An implementation of multilayer perceptrons in NumPy.
Project description
nerva-numpy
nerva-numpy is a minimal, transparent implementation of multilayer perceptrons using NumPy tensors.
It is part of the Nerva project — a suite of Python and C++ libraries that provide well-specified, inspectable implementations of neural networks.
➡️ All equations in this repository are written in batch (minibatch) matrix form, meaning feedforward, backpropagation, and loss functions operate on minibatches of inputs rather than single examples.
🗺️ Overview
The nerva libraries aim to demystify neural networks by:
- Providing precise mathematical specifications.
- Implementing core concepts like backpropagation from scratch.
- Avoiding automatic differentiation to foster understanding.
Currently supported: Multilayer Perceptrons (MLPs).
Future extensions to convolutional or recurrent networks are possible.
❓ Why Use nerva
If you're learning or teaching how neural networks work, most modern frameworks (e.g., PyTorch, TensorFlow) can be too opaque. nerva is different:
- Every function has a clear mathematical interpretation.
- Gradient computations are written by hand — no autograd.
- Includes symbolic validation to ensure correctness.
- Modular and backend-agnostic: choose between JAX, NumPy, PyTorch, or TensorFlow.
- Used as a reference implementation for research and education.
- Modularity: the core operations rely on a small set of primitive matrix operations, making the logic easy to inspect, test, and validate.
📦 Available Python Packages
Each backend has a dedicated PyPI package and GitHub repository:
| Package | Backend | PyPI | GitHub |
|---|---|---|---|
nerva-jax |
JAX | nerva-jax | repo |
nerva-numpy |
NumPy | nerva-numpy | repo |
nerva-tensorflow |
TensorFlow | nerva-tensorflow | repo |
nerva-torch |
PyTorch | nerva-torch | repo |
nerva-sympy |
SymPy | nerva-sympy | repo |
📝
nerva-sympyis intended for validation and testing — it depends on the other four.
See the nerva meta-repo for an overview of all Python and C++ variants.
🚀 Quick Start
Installation
The library can be installed in two ways: from the source repository or from the Python Package Index (PyPI).
# Install from the local repository
pip install .
# Install directly from PyPI
pip install nerva-numpy
Example: Define and Train an MLP
# Create a new MLP model
M = MultilayerPerceptron()
M.layers = [
ActivationLayer(784, 1024, ReLUActivation()),
ActivationLayer(1024, 512, ReLUActivation()),
LinearLayer(512, 10)
]
for layer in M.layers:
layer.set_optimizer("Momentum(0.9)")
layer.set_weights("XavierNormal")
loss = StableSoftmaxCrossEntropyLossFunction()
learning_rate = ConstantScheduler(0.01)
epochs = 10
# Load data
train_loader, test_loader = create_npz_dataloaders("../data/mnist-flattened.npz", batch_size=100)
# Train the network
stochastic_gradient_descent(M, epochs, loss, learning_rate, train_loader, test_loader)
🧱 Architecture
Each major concept is implemented through clear interface classes.

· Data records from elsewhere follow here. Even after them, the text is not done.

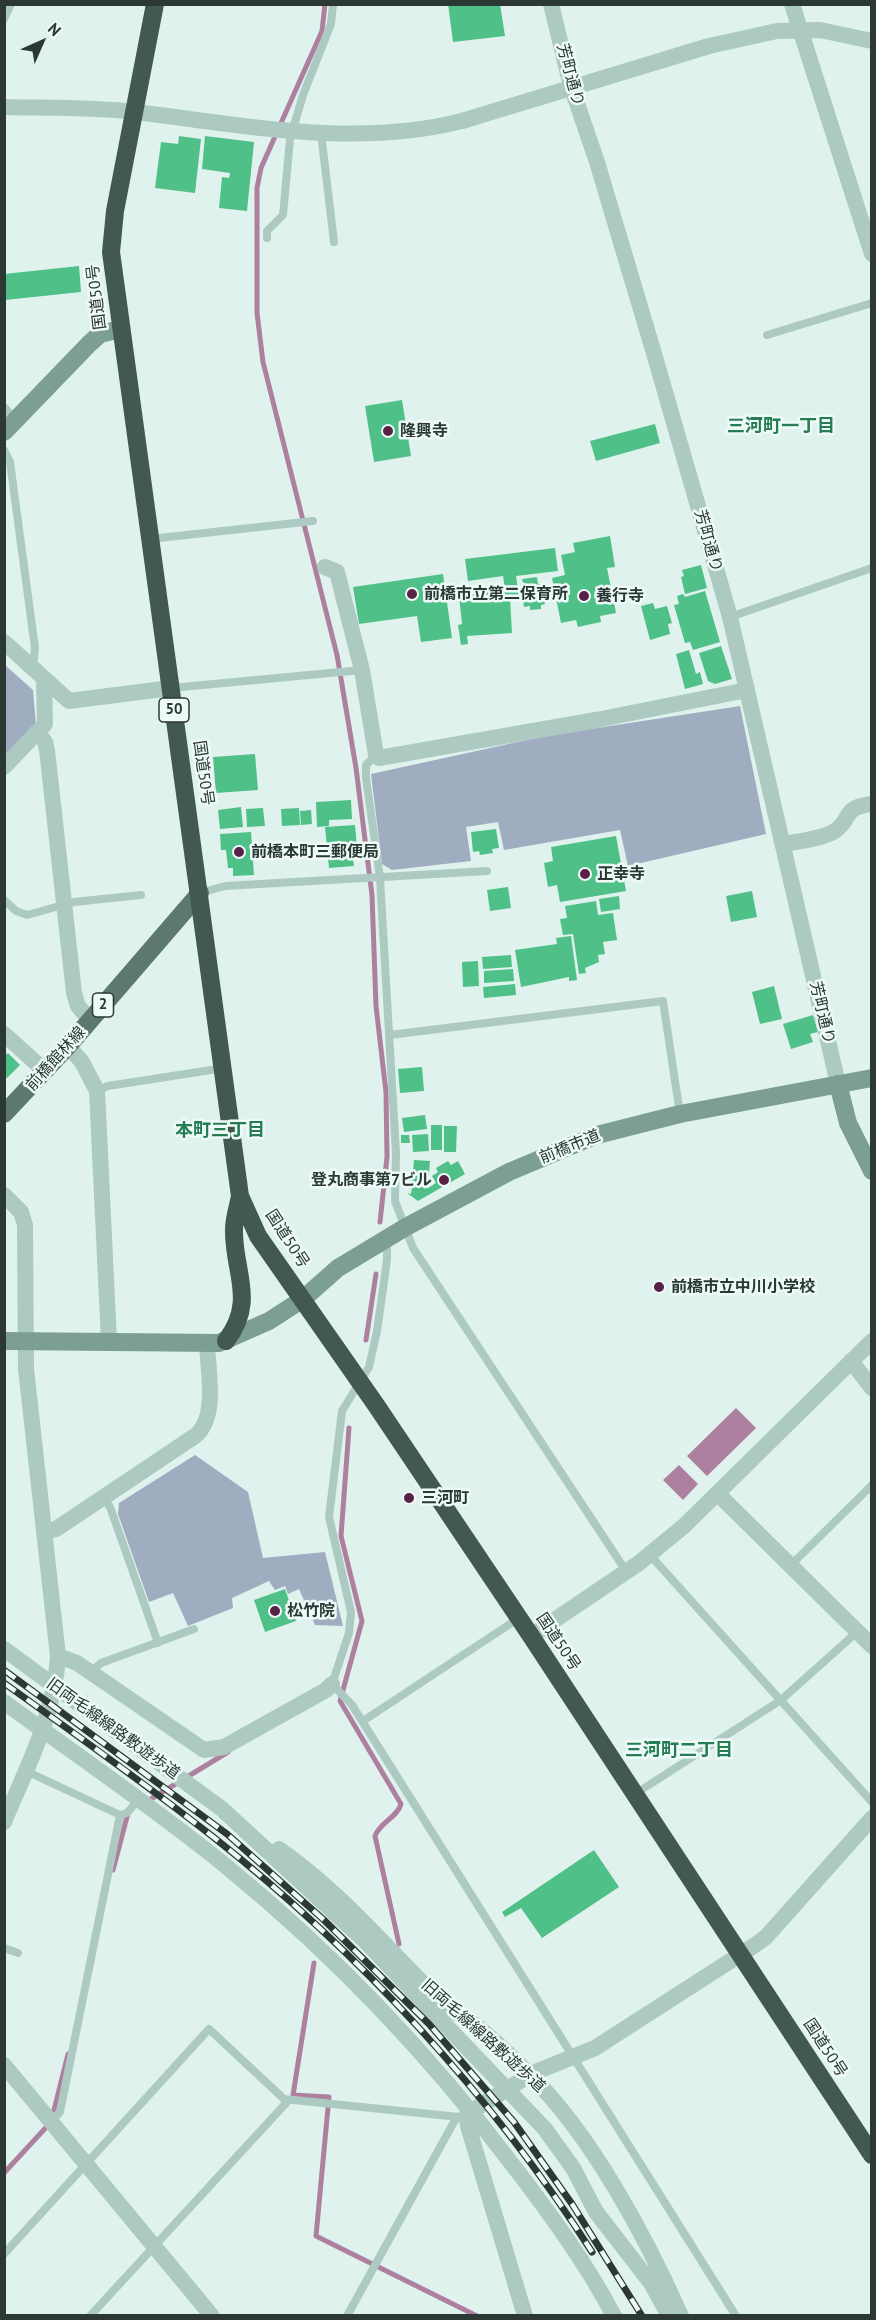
<!DOCTYPE html>
<meta charset="utf-8">
<style>
body{margin:0}
#map{position:relative;width:876px;height:2320px;overflow:hidden;background:#e0f2ee;font-family:"PT Sans",sans-serif}
canvas{display:block}
.frame{position:absolute;inset:0;border:6px solid #2b3833;pointer-events:none}
.north{position:absolute;left:12px;top:12px;width:60px;height:60px;-webkit-text-stroke:4px #edfaf7;paint-order:stroke;rotate:45deg;font-size:16px;font-weight:700;line-height:24px;text-align:center;color:#2b3833}
.north::after{content:'';display:block;margin:auto;width:21px;height:27px;background:#2b3833;clip-path:polygon(50% 0,100% 100%,50% 72%,0 100%)}
</style>
<div id="map">
<canvas width="876" height="2320"></canvas>
<div class="frame"></div>
<div class="north">N</div>
</div>
<script>
const g = document.querySelector('canvas').getContext('2d');
g.lineJoin = 'round';
function paint(path, color) { g.fillStyle = color; g.fill(path, 'evenodd'); }
function stroke(path, color, width, dash) { g.strokeStyle = color; g.lineWidth = width; g.lineCap = dash ? 'butt' : 'round'; g.setLineDash(dash || []); g.stroke(path); }
function write(font, color, halo, rows, align = 'center') {
  g.font = font + ' "PT Sans","Noto Sans JP",sans-serif'; g.lineWidth = 5; g.setLineDash([]); g.textBaseline = 'middle'; g.strokeStyle = halo; g.fillStyle = color; for (const [text, x, y, turn = 0] of rows) {
    g.save(); g.translate(x, y); g.rotate((+turn || 0) * Math.PI / 180); g.textAlign = isNaN(turn) ? turn : align; if (halo) g.strokeText(text, 0, 0); g.fillText(text, 0, 0); g.restore();
  }
}
const green = new Path2D(`
 M 5,665 L 33,690 L 36,725 L 5,760 Z
 M 740,706 L 766,834 L 628,866 L 620,830 L 504,850 L 498,822 L 466,827 L 471,861 L 392,870 L 382,864 L 371,774 L 545,736 Z
 M 195,1455 L 248,1492 L 263,1558 L 325,1552 L 343,1626 L 315,1625 L 299,1589 L 288,1594 L 285,1586 L 275,1590 L 269,1581 L 232,1598 L 233,1608 L 188,1626 L 173,1593 L 149,1602 L 118,1514 L 119,1503 Z`);
const water = new Path2D(`
 M 736,1408 L 756,1428 L 707,1476 L 687,1456 Z
 M 679,1465 L 698,1484 L 683,1500 L 663,1480 Z`);
const stream = new Path2D(`
 M 325,4 L 322,31 L 261,168 L 257,188 L 257,313 L 263,362 L 337,655 L 356,768 L 372,895 L 376,1006 L 386,1092 L 387,1157 L 380,1222
 M 366,1340 L 376,1274
 M 349,1428 L 341,1536 L 362,1621 L 340,1701 L 401,1804 C 397,1818 380,1822 375,1836 L 399,1944
 M 146,1802 L 228,1752
 M 113,1870 L 128,1813
 M 314,1963 L 293,2095 L 329,2097 L 316,2236 L 477,2316
 M 4,2173 L 51,2122 L 68,2054`);
const building = new Path2D(`
 M 448,4 L 500,4 L 505,36 L 453,42 Z
 M 179,136 L 201,139 L 195,193 L 155,188 L 161,142 L 178,144 Z
 M 205,136 L 254,142 L 247,211 L 219,208 L 222,177 L 229,178 L 230,173 L 202,169 Z
 M 79,266 L 81,292 L 5,300 L 4,274 Z
 M 402,400 L 411,456 L 374,462 L 365,406 Z
 M 655,424 L 660,443 L 596,461 L 590,441 Z
 M 610,536 L 615,567 L 607,568 L 616,613 L 600,616 L 601,622 L 578,627 L 576,620 L 561,623 L 552,578 L 565,575 L 561,555 L 575,552 L 573,543 Z
 M 555,548 L 558,571 L 516,576 L 519,597 L 510,599 L 512,633 L 467,636 L 468,644 L 461,645 L 458,625 L 462,624 L 459,596 L 505,590 L 503,576 L 468,581 L 465,559 Z
 M 701,565 L 707,588 L 685,594 L 681,577 L 684,576 L 682,570 Z
 M 443,574 L 452,638 L 421,642 L 417,616 L 359,624 L 353,587 Z
 M 537,577 L 538,584 L 542,585 L 545,604 L 541,605 L 541,609 L 530,610 L 530,606 L 524,607 L 521,587 L 524,586 L 522,579 Z
 M 705,591 L 720,642 L 693,650 L 690,642 L 685,643 L 674,605 L 679,604 L 677,596 L 683,594 L 685,597 Z
 M 653,603 L 655,609 L 667,606 L 672,623 L 668,624 L 670,634 L 650,640 L 641,606 Z
 M 721,646 L 732,679 L 715,684 L 708,681 L 699,653 Z
 M 689,650 L 696,674 L 700,672 L 703,684 L 685,689 L 676,654 Z
 M 255,754 L 258,790 L 216,793 L 213,757 Z
 M 351,800 L 352,819 L 329,820 L 329,826 L 317,827 L 316,802 Z
 M 241,807 L 243,827 L 220,829 L 218,810 Z
 M 263,808 L 265,826 L 247,827 L 246,809 Z
 M 299,808 L 300,825 L 282,826 L 281,809 Z
 M 311,810 L 312,824 L 301,825 L 300,811 Z
 M 355,825 L 358,859 L 353,859 L 354,866 L 329,868 L 325,827 Z
 M 496,829 L 499,848 L 492,849 L 493,853 L 480,855 L 479,851 L 473,852 L 471,832 Z
 M 251,832 L 254,875 L 233,876 L 233,868 L 228,868 L 226,850 L 221,850 L 220,834 Z
 M 616,836 L 626,891 L 560,902 L 557,885 L 548,887 L 544,863 L 553,861 L 551,847 Z
 M 508,887 L 511,908 L 490,911 L 487,890 Z
 M 752,891 L 757,917 L 731,922 L 726,896 Z
 M 619,896 L 620,909 L 601,912 L 599,899 Z
 M 596,901 L 598,915 L 613,913 L 617,940 L 603,942 L 605,954 L 598,955 L 599,962 L 585,968 L 586,973 L 579,974 L 573,934 L 563,935 L 560,919 L 567,918 L 565,906 Z
 M 571,936 L 577,980 L 569,981 L 569,977 L 521,987 L 515,950 L 557,944 L 556,938 Z
 M 511,955 L 512,967 L 483,969 L 482,957 Z
 M 478,961 L 479,986 L 463,987 L 462,962 Z
 M 513,969 L 514,981 L 484,983 L 484,971 Z
 M 515,984 L 516,995 L 484,998 L 483,987 Z
 M 774,986 L 782,1019 L 760,1024 L 752,992 Z
 M 813,1015 L 818,1032 L 810,1034 L 813,1042 L 791,1049 L 783,1024 Z
 M 8,1053 L 20,1065 L 7,1078 L 4,1076 L 4,1056 Z
 M 422,1067 L 424,1091 L 400,1093 L 398,1069 Z
 M 425,1115 L 427,1129 L 404,1132 L 402,1118 Z
 M 431,1125 L 442,1125 L 442,1150 L 431,1150 Z
 M 444,1126 L 457,1126 L 456,1152 L 444,1152 Z
 M 428,1134 L 429,1151 L 413,1152 L 412,1135 Z
 M 401,1135 L 409,1135 L 410,1143 L 401,1143 Z
 M 414,1160 L 430,1161 L 428,1185 L 412,1183 Z
 M 448,1161 L 451,1165 L 458,1161 L 465,1174 L 418,1201 L 407,1193 L 411,1194 L 412,1186 L 428,1188 L 436,1183 L 432,1176 L 438,1172 L 436,1168 Z
 M 285,1589 L 296,1621 L 265,1632 L 254,1600 Z
 M 594,1850 L 619,1887 L 542,1938 L 521,1908 L 505,1917 L 502,1912 Z`);
const lane = new Path2D(`
 M 4,19 L 11,4
 M 321,133 L 334,242
 M 267,238 L 267,231 L 283,215 L 290,139 L 303,95 L 331,24 L 333,4
 M 767,335 L 872,303
 M 4,407 L 16,420
 M 4,450 L 10,462 L 35,648 L 33,668
 M 150,539 L 313,521
 M 730,617 L 872,568
 M 171,688 L 362,670
 M 376,755 L 366,765 L 366,778 L 380,878 L 396,1153 L 395,1201 L 413,1248 L 626,1571
 M 200,893 L 225,886 L 487,871
 M 4,900 L 16,911 L 27,915 L 74,902 L 141,895
 M 390,1035 L 663,1001 L 680,1114
 M 97,1091 L 108,1086 L 224,1068
 M 387,1239 L 387,1260 L 377,1331 L 369,1367 L 342,1411 L 329,1517 L 351,1612 L 349,1633 L 332,1684 L 352,1705 L 736,2316
 M 103,1498 L 110,1507 L 158,1643
 M 650,1555 L 872,1802
 M 791,1565 L 872,1485
 M 91,1672 L 101,1663 L 194,1629
 M 363,1721 L 519,1618
 M 26,1771 L 120,1815 L 127,1813 L 138,1800
 M 635,1794 L 781,1700 L 857,1632
 M 4,1948 L 18,1953
 M 51,2122 L 60,2112 L 120,1815
 M 4,2254 L 209,2029 L 284,2099 L 459,2117
 M 90,2316 L 288,2101
 M 347,2316 L 455,2120 L 461,2116`);
const street = new Path2D(`
 M 551,4 L 571,86 L 597,162 L 653,350 L 730,617 L 838,1084
 M 792,4 L 872,254
 M 4,107 C 48,108 93,107 136,112 C 243,125 355,148 462,121 L 709,46 L 777,31 L 820,30 L 872,41
 M 325,567 L 337,572 L 362,670 L 376,755 L 379,758 L 596,720 L 747,690
 M 4,642 L 69,701 L 171,688
 M 38,732 L 45,742 L 47,750 L 74,993 L 78,1006 L 90,1020
 M 4,767 L 45,724 L 44,678
 M 784,844 C 799,841 822,839 835,831 C 853,818 841,808 871,804
 M 4,1034 L 45,1071
 M 68,1046 L 82,1062 L 97,1091 L 109,1342
 M 4,1195 L 21,1212 L 25,1225 L 26,1369 L 58,1656 C 55,1715 26,1769 4,1822
 M 851,1361 L 872,1388
 M 718,1494 L 872,1646
 M 44,1532 L 56,1529 L 195,1436 C 218,1418 208,1371 207,1344
 M 531,1636 L 639,1563 L 684,1526 L 872,1341
 M 4,1649 L 222,1809 L 364,1940 L 545,2129 L 573,2168 L 596,2212 L 651,2283 L 669,2316
 M 58,1656 L 77,1663 L 204,1750 L 224,1747 L 326,1690 L 332,1684
 M 4,1702 C 79,1757 156,1809 227,1867 C 336,1956 431,2056 515,2168 C 551,2215 586,2263 614,2316
 M 279,1849 C 341,1892 388,1950 442,2002 C 451,2011 464,2017 475,2025 C 494,2039 512,2057 529,2074 C 591,2134 646,2237 681,2316
 M 4,2065 L 212,2316
 M 525,2316 L 468,2126 L 467,2114 L 533,2073 L 595,2048 L 755,1945 L 766,1937 L 872,1818`);
const secondary = new Path2D(`
 M 4,432 L 89,344 L 100,334 L 121,329
 M 838,1084 L 848,1123 L 872,1171
 M 4,1341 L 219,1343 L 269,1321 L 303,1299 L 338,1268 L 406,1227 L 509,1172 L 597,1135 L 680,1114 L 872,1078`);
const primary = new Path2D(`
 M 4,1114 L 68,1046 L 200,893`);
const highway = new Path2D(`
 M 155,4 L 115,211 L 111,252 L 240,1196 L 258,1236 L 376,1405 L 531,1636 L 872,2155
 M 226,1341 C 257,1300 233,1272 234,1229 C 234,1218 238,1207 240,1196`);
const rail = new Path2D(`
 M 4,1670 L 227,1834 L 324,1920 L 429,2024 L 514,2122 L 572,2204 L 642,2316
 M 4,1683 C 74,1733 144,1783 212,1836 C 359,1952 491,2094 592,2252`);
const markers = [
 [388,431,6,"#582246"],
 [412,594,6,"#582246"],
 [584,596,6,"#582246"],
 [239,852,6,"#582246"],
 [585,874,6,"#582246"],
 [444,1180,6,"#582246"],
 [659,1287,6,"#582246"],
 [409,1498,6,"#582246"],
 [275,1611,6,"#582246"]
];
const shields = [
 [174,710,30],
 [103,1005,21]
];
const shieldNames = [
 ["50",174,710],
 ["2",103,1005]
];
const streetNames = [
 ["芳町通り",570,75,75],
 ["国道50号",97,297,-97],
 ["芳町通り",708,541,74],
 ["国道50号",203,773,82],
 ["芳町通り",822,1013,77],
 ["前橋館林線",56,1059,-48],
 ["前橋市道",570,1147,-22],
 ["国道50号",287,1239,57],
 ["国道50号",558,1642,56],
 ["旧両毛線線路敷遊歩道",113,1729,36],
 ["旧両毛線線路敷遊歩道",483,2036,42],
 ["国道50号",825,2048,57]
];
const poiNames = [
 ["隆興寺",400,431],
 ["前橋市立第二保育所",424,594],
 ["養行寺",596,596],
 ["前橋本町三郵便局",251,852],
 ["正幸寺",597,874],
 ["登丸商事第7ビル",432,1180,"right"],
 ["前橋市立中川小学校",671,1287],
 ["三河町",421,1498],
 ["松竹院",287,1611]
];
const neighbourhoodNames = [
 ["三河町一丁目",781,427],
 ["本町三丁目",220,1131],
 ["三河町二丁目",679,1751]
];
paint(green, '#a0adc1');
paint(water, '#ae80a0');
stroke(stream, '#ae80a0', 5);
paint(building, '#50c089');
stroke(lane, '#accac2', 8);
stroke(street, '#accac2', 16);
stroke(secondary, '#7d9e92', 18);
stroke(primary, '#5d796e', 18);
stroke(highway, '#42594f', 18);
stroke(rail, '#2b3833', 7);
stroke(rail, '#edfaf7', 4.5, [14]);
for (const [x, y, r, color] of markers) { const dot = new Path2D(); dot.arc(x, y, r, 0, 2 * Math.PI); g.fillStyle = color; g.fill(dot); stroke(dot, '#edfaf7', 2); }
for (const [x, y, w] of shields) { const box = new Path2D(); box.roundRect(x - w / 2, y - 12, w, 24, 4.5); g.fillStyle = '#edfaf7'; g.fill(box); stroke(box, '#2b3833', 1.5); }
write('bold 15px', '#2b3833', null, shieldNames);
write('16px', '#2b3833', '#edfaf7', streetNames);
write('bold 16px', '#2b3833', '#edfaf7', poiNames, 'left');
write('bold 18px', '#277d53', '#edfaf7', neighbourhoodNames);
</script>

Implementations are modular and easy to replace:
| Concept | Interface Class | Example Implementations |
|---|---|---|
| Layer | Layer |
ActivationLayer, LinearLayer |
| Activation Function | ActivationFunction |
ReLUActivation, SigmoidActivation |
| Loss Function | LossFunction |
SoftmaxCrossEntropyLossFunction |
| Optimizer | Optimizer |
GradientDescentOptimizer, MomentumOptimizer |
| Learning Rate Schedule | LearningRateScheduler |
ConstantScheduler, ExponentialScheduler |
🛠 Features
- Feedforward and backpropagation logic match documented equations exactly.
- Formulas use batch matrix form, enabling efficient computation over minibatches.
- Customizable optimizers per parameter group using a composite pattern.
- Symbolic gradient validation using nerva-sympy.
- Lightweight command-line interface for experiments.
📚 Documentation
The full documentation is hosted on GitHub Pages:
From there you can access:
Relevant papers:
-
Nerva: a Truly Sparse Implementation of Neural Networks
arXiv:2407.17437 Introduces the library and reports sparse training experiments.
-
Batch Matrix-form Equations and Implementation of Multilayer Perceptrons
arXiv:2511.11918 Includes mathematical specifications and derivations.
🧪 Training Loop Internals
A mini-batch gradient descent loop with forward, backward, and optimizer steps can be implemented in just a few lines of code:
def stochastic_gradient_descent(M: MultilayerPerceptron,
epochs: int,
loss: LossFunction,
learning_rate: LearningRateScheduler,
train_loader: DataLoader):
for epoch in range(epochs):
lr = learning_rate(epoch)
# Iterate over mini-batches X with target T
for (X, T) in train_loader:
Y = M.feedforward(X)
DY = loss.gradient(Y, T) / Y.shape[0]
M.backpropagate(Y, DY)
M.optimize(lr)
✅ Symbolic Validation (Softmax Layer Example)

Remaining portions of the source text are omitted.